Home > Oncology > ASCO GI 2023 > Anal and Colorectal Cancer > IMbrave 151 missed primary endpoint in advanced BTC

IMbrave 151 missed primary endpoint in advanced BTC

Presented by
Prof. Anthony El-Khoueiry, USC Norris Comprehensive Cancer Center, CA, USA
Conference
ASCO GI 2023
Trial
Phase 2, IMbrave151
Doi
https://doi.org/10.55788/f37566dc

Adding bevacizumab to atezolizumab plus cisplatin and gemcitabine did not significantly improve the progression-free survival (PFS) of patients with newly diagnosed, advanced biliary tract cancer (BTC), the phase 2 IMbrave 151 trial showed.

“The combination of the PD-L1 inhibitor atezolizumab and the VEGF inhibitor bevacizumab is the main standard-of-care for patients with unresectable hepatocellular carcinoma (HCC) [1],” explained Prof. Anthony El-Khoueiry (USC Norris Comprehensive Cancer Center, CA, USA). The phase 2 IMbrave151 study (NCT04677504) evaluated atezolizumab and bevacizumab in combination with chemotherapy in newly diagnosed patients with advanced BTC (n=162) [2].

Patients who were randomised to the experimental arm received 8 cycles of gemcitabine plus cisplatin chemotherapy and bevacizumab and atezolizumab until disease progression, unacceptable toxicity, or until there was no longer a clinical benefit. In the placebo arm, bevacizumab was replaced with placebo. PFS was the primary endpoint.

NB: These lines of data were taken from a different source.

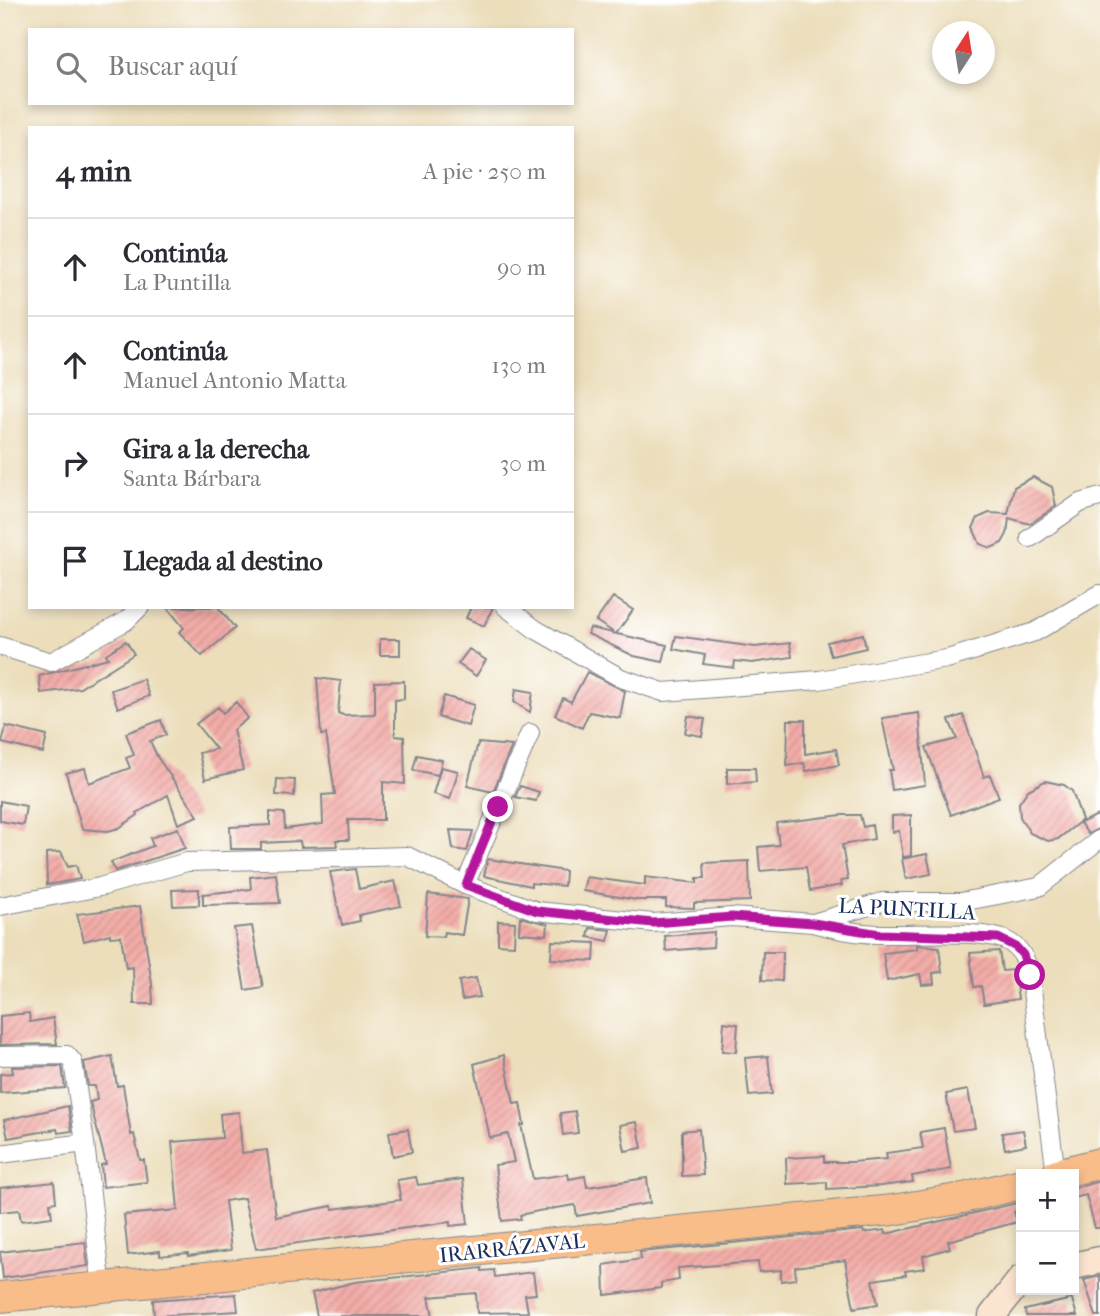 <!DOCTYPE html>
<html lang="es">
<meta charset="utf-8">
<style>
body{margin:0;font-family:"IM FELL French Canon",serif;background:#f2f2f3;color:#2b2b33}
.controls{position:absolute;right:21px;bottom:21px;display:grid;overflow:hidden;border-radius:0px;box-shadow:0 4px 10px #0003}
.controls button{width:63px;height:63px;display:grid;place-items:center;padding:0;border:0;border-bottom:2px solid #e1e1e2;background:#fff;color:#2b2b33;font:35px sans-serif}
.compass{position:absolute;left:932px;top:21px;width:63px;height:63px;border-radius:50%;background:#fff;box-shadow:0 4px 10px #0003;rotate:12deg}
.stop{position:absolute;width:21px;height:21px;margin:-16px;border:5px solid #b5179e;border-radius:50%;background:#fff}
.stop.end{background:#b5179e;border-color:#fff;box-shadow:0 2px 7px #0008}
.list{margin:0;padding:0;list-style:none}
h2{display:flex;justify-content:space-between;align-items:center;height:91px;margin:0;padding:0 28px;font-size:30px}
h2 small{font-size:23px;font-weight:400;color:#7c7c81}
.list li{display:grid;grid-template-columns:46px 1fr auto;gap:21px;align-items:center;box-sizing:border-box;height:98px;padding:0 28px;border-top:2px solid #e1e1e2}
.list b{display:block;font-size:26px;white-space:nowrap}
.list p{margin:0;font-size:23px;white-space:nowrap;color:#7c7c81}
.list em{font-size:23px;font-style:normal;color:#7c7c81}
.icon{flex:none;width:38px;height:38px;fill:none;stroke:currentColor;stroke-width:2;stroke-linecap:round;stroke-linejoin:round}
.map{position:relative;flex:none;width:1100px;height:1316px;overflow:hidden}
.search{position:absolute;background:#fff;box-shadow:0 4px 10px #0003;left:28px;top:28px;width:546px;height:77px;display:flex;align-items:center;gap:18px;box-sizing:border-box;padding:0 24px;border-radius:0px;color:#7c7c81;font-size:26px}
.panel{position:absolute;background:#fff;box-shadow:0 4px 10px #0003;left:28px;top:126px;width:546px;height:483px;border-radius:0px}
.map>svg:first-child{display:block}
</style>
<div class="map">
<svg width="1100" height="1316" viewBox="0 0 1100 1316">
<defs>
<pattern id="building-hatch" width="6" height="6" patternUnits="userSpaceOnUse" patternTransform="scale(1.75)"><rect width="6" height="6" fill="#f3aca7"/><path d="M-1 1l2-2M0 6l6-6M5 7l2-2" fill="none" stroke="#d09492"/></pattern>
</defs>
<rect width="100%" height="100%" fill="#fff"/>
<filter id="ink" filterUnits="userSpaceOnUse"><feTurbulence type="fractalNoise" baseFrequency=".0143" numOctaves="2"/><feDisplacementMap in="SourceGraphic" scale="14" xChannelSelector="R" yChannelSelector="G"/><feConvolveMatrix kernelMatrix="1 2 1 2 8 2 1 2 1" color-interpolation-filters="sRGB"/></filter>
<filter id="wash" filterUnits="userSpaceOnUse"><feTurbulence type="fractalNoise" baseFrequency=".00686" numOctaves="4" result="noise"/><feDisplacementMap in="SourceGraphic" scale="28" xChannelSelector="R" yChannelSelector="G"/><feGaussianBlur stdDeviation="1.57" result="paint"/><feColorMatrix in="noise" values="0 0 0 0 0 0 0 0 0 0 0 0 0 0 0 0 0 1.4 0 .05"/><feComposite in="paint" operator="in"/></filter>
<g filter="url(#wash)">
<rect width="100%" height="100%" fill="#ecdebb"/>
<g id="blocks">
<!-- building -->
<path fill="url(#building-hatch)" d="M1033 477 1052 487 1056 506 1030 524 1009 518 1007 534 1002 543 991 548 980 544 973 528 978 518 989 513 1008 514 1014 487Z
M613 597 633 610 616 634 596 621Z
M167 607H218L235 628 202 656 179 632 184 628Z
M471 607H493L484 626 466 618Z
M590 628 667 645 663 662 634 656 588 634Z
M863 634 866 648 831 656 827 642Z
M676 636 755 647 790 643 792 657 752 663 735 661 734 668 703 664 705 655 673 649Z
M380 639H400V655H380Z
M126 641 134 654 80 688 41 693 39 676 108 658 106 654Z
M469 649 486 660 476 676 458 664Z
M587 672 625 691 620 718 589 712 582 728 555 715 563 698 571 702Z
M317 678 341 681 338 713 343 715 375 714V682L404 681V699L395 700V736L404 737 405 784 383 782V820H348L349 840H336L337 846 301 847 300 841 261 843V849H231L230 827 270 825V812L284 813 285 829 323 824 322 795 335 794 326 734 321 735Z
M143 679 149 696 118 708 111 690Z
M516 689 533 692 530 712 514 702Z
M444 696 474 705 468 726 438 717Z
M236 702 248 718 233 730 243 770 205 779 199 753 216 749 196 724 218 707 223 713Z
M919 713 925 785 892 790 889 770H893L882 718Z
M963 715 984 777 990 775 999 797 951 815 926 747 957 739 949 720Z
M688 716 705 719 702 736 685 733Z
M161 720 166 735 150 741 158 758 198 816 178 824 168 795 137 813 138 815 119 828 108 831 82 829 66 773 85 768 89 783 130 768 126 758 134 755 126 733Z
M788 720H805V754L836 749 839 765 806 771 804 763 787 766Z
M6 726 47 736 43 753 2 743Z
M478 743 512 746 493 792 467 786Z
M417 755 442 760 438 775 413 770Z
M441 767 458 771 450 799 433 794Z
M727 768H755L756 782 727 784Z
M277 779 295 780 294 796 276 795Z
M1045 781 1064 785 1072 791 1082 820 1058 839 1048 841 1030 833 1020 817 1019 803 1028 790Z
M520 786 539 792 536 801 515 797Z
M0 801 26 806 23 825 0 821Z
M1100 814V828L1088 834 1080 823Z
M842 815H860L863 827 872 825 874 839 842 845 848 880 841 881 842 885 810 891 806 867 760 871 758 847 779 845 776 823Z
M911 815V856L903 857 899 831 892 832V816Z
M178 828 185 848 115 871 111 862 153 846 150 838Z
M450 830 473 831 467 851 453 849Z
M61 852 68 867 76 865 80 879 47 885 46 853Z
M927 854 931 874 906 879 902 859Z
M488 859 565 871 564 886 531 883V886L484 876Z
M749 861 750 901 694 903V908L666 907V900H637L583 891 586 877 645 885V877L697 883V878H705L704 863Z
M355 869 359 889 395 881 401 906 359 915 360 921 342 925 330 872Z
M276 874 280 903 203 905V894L251 889 250 877Z
M199 889V905L173 906 172 890Z
M428 894 468 899 462 935 444 932 443 937 425 936Z
M140 906 152 984 153 1004H134L133 967 126 968 121 936 110 937V934L84 941 77 914Z
M520 917 548 924 547 935 519 933Z
M498 921 515 922 514 945 498 944Z
M252 926 263 987 245 990 234 928Z
M590 928 611 930 608 941 588 937Z
M714 932 713 947 666 951 665 936Z
M552 941 595 943 594 961 551 959Z
M917 945 939 947 942 972 933 973 934 984 922 985 920 974 887 981 883 953 917 949Z
M999 951 1002 971 1014 970 1018 999 984 1004 981 986 974 987 970 953Z
M763 952H783L782 981 762 980Z
M476 978 480 997 462 1000 459 981Z
M29 1013 30 1022 53 1018 57 1044 0 1045V1016Z
M724 1022 738 1024 736 1052 722 1051Z
M504 1055 514 1104 520 1103 524 1125H521L533 1179 568 1174 569 1179 585 1176 587 1187 647 1178 650 1203 577 1216 575 1205 538 1211 520 1215 521 1219 502 1221 495 1165 514 1162 508 1134 490 1138 474 1064Z
M112 1056 117 1086 123 1085 131 1135 134 1134 140 1160H144L147 1182 103 1187 101 1165 106 1164 90 1102 97 1100 95 1086H88L84 1062Z
M768 1056 772 1094 749 1096 745 1058Z
M62 1066 65 1088 0 1093V1074L13 1073 12 1067Z
M968 1090 975 1128 953 1131 946 1094Z
M68 1106 72 1131 58 1133 57 1129 8 1138 4 1120Z
M575 1111 578 1133 563 1135 560 1113Z
M239 1112 242 1153 267 1150 276 1217 332 1206 333 1209 401 1200 397 1180 416 1177 418 1185 463 1179 468 1224 450 1226V1222L256 1249 244 1198 225 1201 231 1250 188 1256V1253L160 1256V1251L128 1255 124 1215 178 1210 172 1142 222 1138 220 1114Z
M637 1122 642 1148 625 1151 620 1125Z
M944 1128 951 1169 912 1176 913 1182 881 1186 827 1189V1182L787 1184 786 1158 824 1156V1162H852L887 1159 886 1153 923 1148 920 1132Z
M408 1129 412 1152 393 1156 389 1132Z
M699 1129 703 1175 682 1176V1131Z
M1023 1130 1026 1145 1005 1149 1002 1133Z
M1100 1181V1228H1095L1086 1195 1074 1198V1188Z
M54 1182 56 1202 50 1203 52 1217 21 1221 19 1210 0 1212V1188Z
M1021 1202V1210L1014 1212 1017 1222 948 1241 950 1248 923 1256 925 1268 905 1271 906 1275 873 1280 878 1304 854 1308 845 1260 795 1267 796 1279 781 1281V1270L759 1272 758 1262 678 1268 679 1280 661 1283V1288L605 1295 604 1265 641 1259 640 1252 863 1230 864 1233 885 1230 886 1234Z
M85 1242 88 1266 3 1278 0 1252Z
M482 1268V1271L494 1270 495 1277 533 1272 536 1294 525 1295 528 1312 477 1313 476 1293 429 1297 433 1316H317L312 1293 355 1282Z
M1100 1276V1316H1096L1084 1280Z
M236 1294 238 1311 154 1316 153 1300Z
M1072 1299 1077 1316H1026L1025 1310Z"/>
</g>
</g>
<g filter="url(#ink)">
<use href="#blocks" fill-opacity="0" stroke="#84868c" stroke-width="2"/>
<g fill="none" stroke-linecap="round" stroke-linejoin="round">
<!-- street casing -->
<g stroke="#84868c" stroke-width="20">
<path id="street" d="M1030 538 1080 503 1100 497
M506 607 535 629 621 678 663 692 819 680 947 659 1035 632 1100 594
M0 646 51 662 126 621 140 607
M465 885 530 733
M0 906 100 887 187 862 407 856 465 885 537 911 653 923 732 917 813 923 882 902H961L1039 887 1100 839
M813 923C835 929 859 934 882 934 911 935 984 929 1007 941 1021 948 1027 961 1030 975L1056 1174
M0 1056 67 1055 73 1062 85 1143
M0 1154 85 1143 102 1288"/>
</g>
<!-- secondary casing -->
<g stroke="#84868c" stroke-width="29">
<path id="secondary" d="M1074 1266 1100 1260
M992 1316 1021 1279"/>
</g>
<!-- primary casing -->
<g stroke="#84868c" stroke-width="32">
<path id="primary" d="M1057 1174 1100 1163
M0 1297 893 1210 963 1198 1021 1184"/>
</g>
<!-- street -->
<use href="#street" stroke="#fff" stroke-width="18"/>
<!-- secondary -->
<use href="#secondary" stroke="#fce5d0" stroke-width="26"/>
<!-- primary -->
<use href="#primary" stroke="#f8bd89" stroke-width="30"/>
</g>
</g>
<g fill="none" stroke-linecap="round" stroke-linejoin="round" filter="url(#ink)">
<!-- route -->
<path stroke="#b5179e" stroke-width="9" d="M498 807 466 885 537 911 653 923 732 917 813 923 880 934 998 938 1016 947 1023 955 1030 975"/>
</g>
<g text-anchor="middle" stroke-width="6" stroke-linejoin="round" paint-order="stroke">
<!-- street labels -->
<g font-size="21" fill="#1b2f5e" stroke="#fff">
<text transform="translate(907 909) rotate(3)" y="7">LA PUNTILLA</text>
<text transform="translate(512 1248) rotate(-6)" y="7">IRARRÁZAVAL</text>
</g>
</g>
</svg>
<div class="controls">
<button>+</button>
<button>−</button>
</div>
<svg class="compass" viewBox="-18 -18 36 36"><path d="M0-13l5 13h-10z" fill="#e53935"/><path d="M0 13l5-13h-10z" fill="#7c7c81"/></svg>
<div class="stop" style="left:1030px;top:975px"></div>
<div class="stop end" style="left:498px;top:807px"></div>
<div class="search"><svg class="icon" aria-label="search" viewBox="0 0 24 24"><circle cx="10" cy="10" r="6"/><path d="M15 15l6 6"/></svg>Buscar aquí</div>
<section class="panel">
<h2>4 min<small>A pie · 250 m</small></h2>
<ul class="list">
<li><svg class="icon" aria-label="ahead" viewBox="0 0 24 24"><path d="M12 20V5M6 11l6-6 6 6"/></svg><div><b>Continúa</b><p>La Puntilla</p></div><em>90 m</em></li>
<li><svg class="icon" aria-label="ahead" viewBox="0 0 24 24"><path d="M12 20V5M6 11l6-6 6 6"/></svg><div><b>Continúa</b><p>Manuel Antonio Matta</p></div><em>130 m</em></li>
<li><svg class="icon" aria-label="right" viewBox="0 0 24 24"><path d="M7 20v-9h11M14 6l5 5-5 5"/></svg><div><b>Gira a la derecha</b><p>Santa Bárbara</p></div><em>30 m</em></li>
<li><svg class="icon" aria-label="arrive" viewBox="0 0 24 24"><path d="M6 21V4h12l-3 4 3 4H6"/></svg><div><b>Llegada al destino</b></div></li>
</ul>
</section>
</div>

PFS was not significantly improved in the bevacizumab arm compared with the control arm, although the investigators noticed a numerical benefit of the experimental arm over the control arm (median PFS 8.3 months vs 7.9 months; HR 0.76; 95% CI 0.51–1.14, see Figure). The overall survival (OS) data displayed a similar trend (median OS ‘not reached’ vs 11.4 months; HR 0.74; 95% CI 0.43–1.27). Prof. El-Khoueiry mentioned that bevacizumab did not add substantial toxicity to the safety profile of the treatment regimen. The rates of grade 3 or 4 adverse events (AEs) during the chemotherapy phase were similar for the 2 treatment arms, with 69.2% and 70.4%. After the chemotherapy phase, these rates dropped to 31.5% in the bevacizumab arm and to 24.5% in the control arm. Finally, it was highlighted that any grade hypertension was more common in the bevacizumab arm than in the placebo arm (34.6% vs 16.0%).

Figure: Progression-free survival of bevacizumab-containing regimen versus placebo [2]



Atezo, atezolizumab; Bev, bevacizumab; CisGem, cisplatin and gemcitabine; PBO, placebo.

Although the results of the IMbrave 151 study showed a modest improvement in PFS with the addition of bevacizumab to atezolizumab and chemotherapy in patients with newly diagnosed advanced BTC, this finding did not reach statistical significance. The 2 arms were experimental with a small sample size.

  1. Finn RS, et al. N Engl J Med. 2020;382:1894–1905.
  2. El-Khoueiry AB, et al. IMbrave151: A phase 2, randomized, double-blind, placebo-controlled study of atezolizumab with or without bevacizumab in combination with cisplatin plus gemcitabine in patients with untreated, advanced biliary tract cancer. Abstract 491, ASCO GI 2023, 19–21 January, San Francisco, CA, USA.